Stored items from a collection:
___

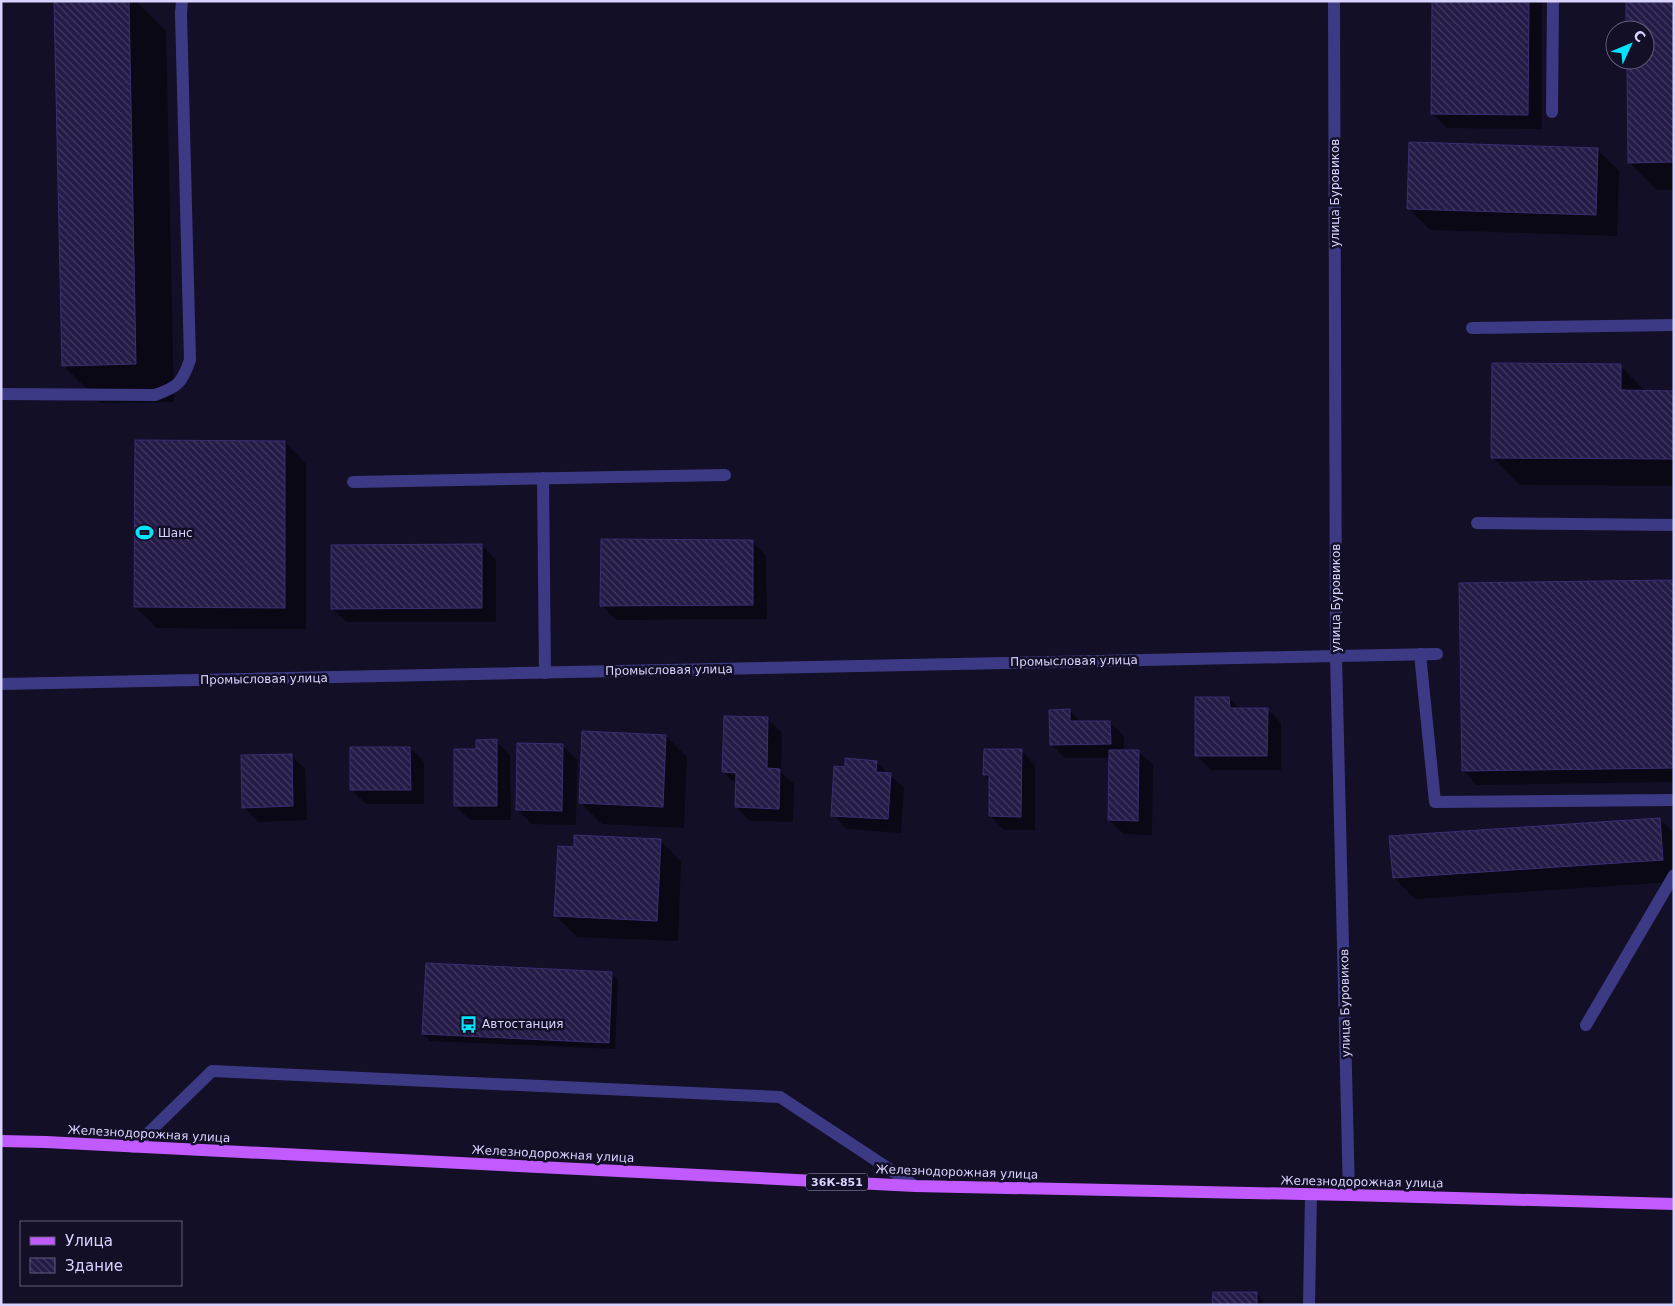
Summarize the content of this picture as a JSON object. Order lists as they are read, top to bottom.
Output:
{
  "streets": {
    "main road": ["Железнодорожная улица", "36К-851"],
    "street": ["улица Буровиков", "Промысловая улица"]
  },
  "crossings": [
    ["улица Буровиков", "Промысловая улица"],
    ["улица Буровиков", "Железнодорожная улица"]
  ],
  "places": {
    "sports": ["Шанс"],
    "bus stop": ["Автостанция"]
  },
  "legend": ["Улица", "Здание"],
  "north": "top right"
}
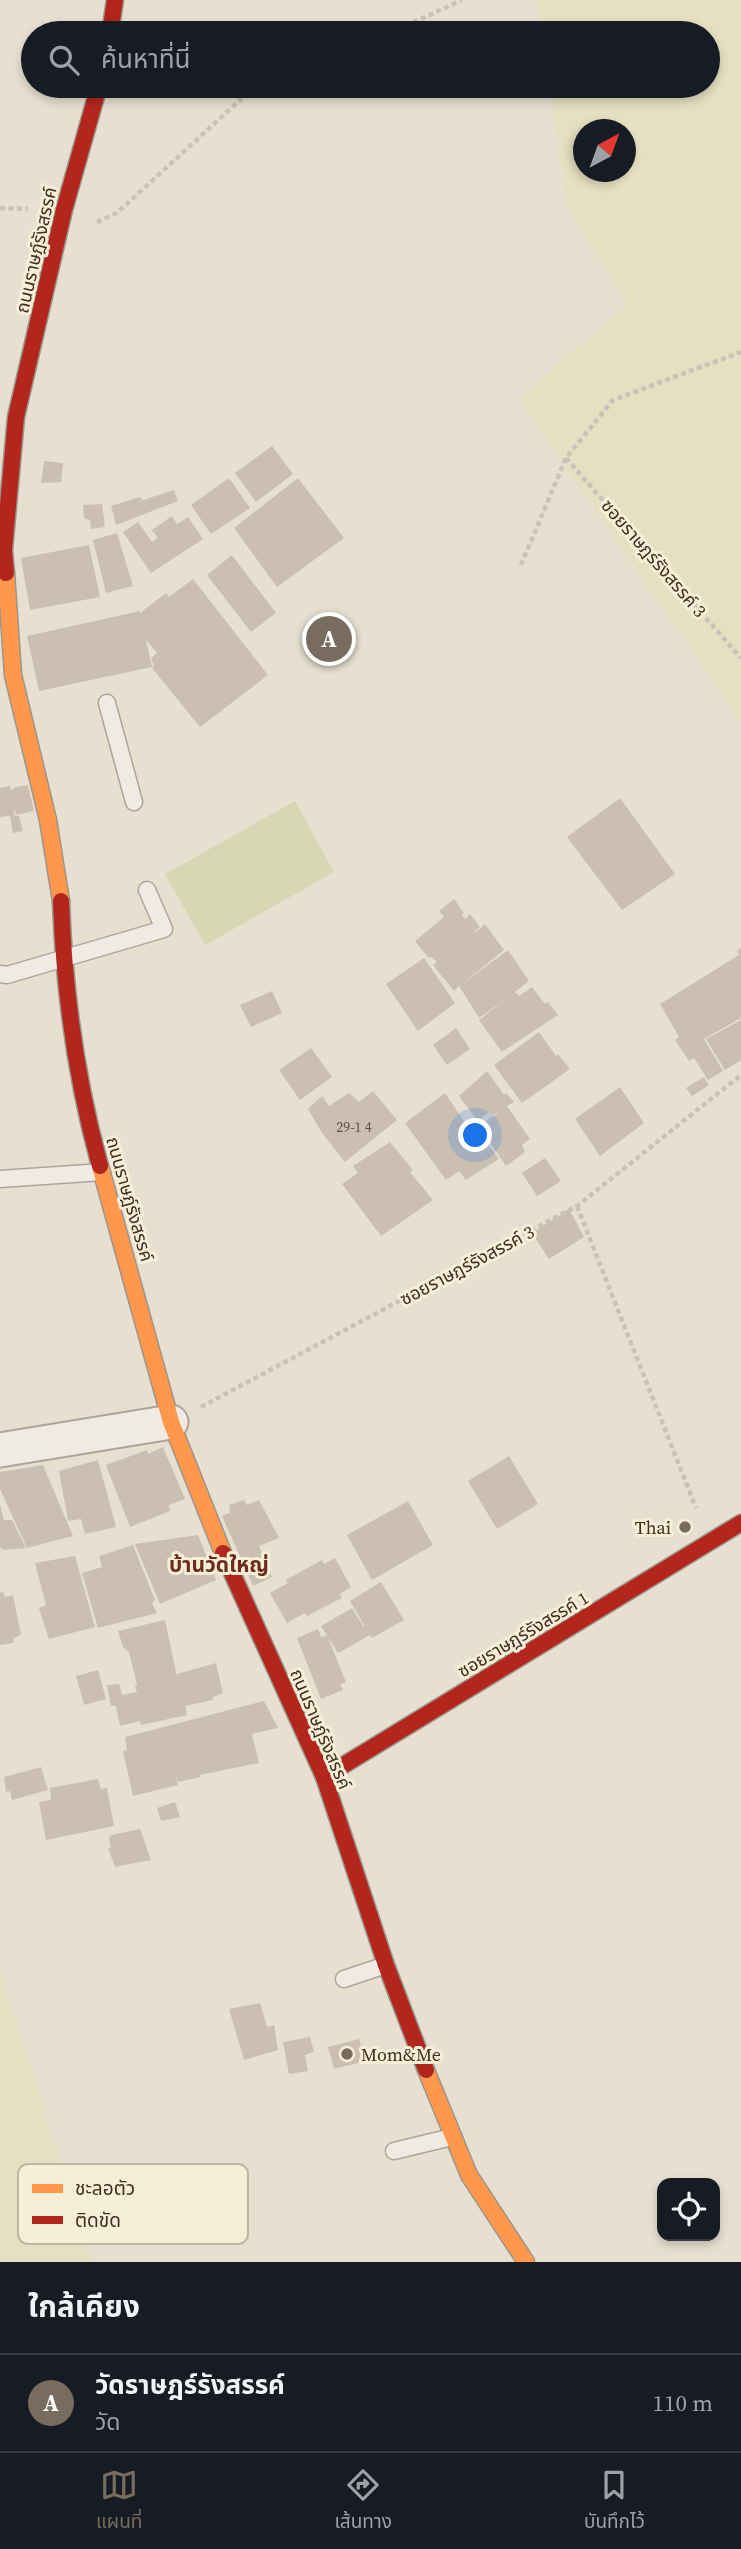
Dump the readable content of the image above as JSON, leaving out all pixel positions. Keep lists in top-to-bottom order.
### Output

___

● What the exercise asks
Copy each line above exactly, with no images.

● Solved problem
Summarize the content of this picture as a JSON object. Order lists as they are read, top to bottom.
Output:
{
  "streets": {
    "main road": ["Железнодорожная улица", "36К-851"],
    "street": ["улица Буровиков", "Промысловая улица"]
  },
  "crossings": [
    ["улица Буровиков", "Промысловая улица"],
    ["улица Буровиков", "Железнодорожная улица"]
  ],
  "places": {
    "sports": ["Шанс"],
    "bus stop": ["Автостанция"]
  },
  "legend": ["Улица", "Здание"],
  "north": "top right"
}
Dump the readable content of the image above as JSON, leaving out all pixel positions. Keep lists in top-to-bottom order.
### Output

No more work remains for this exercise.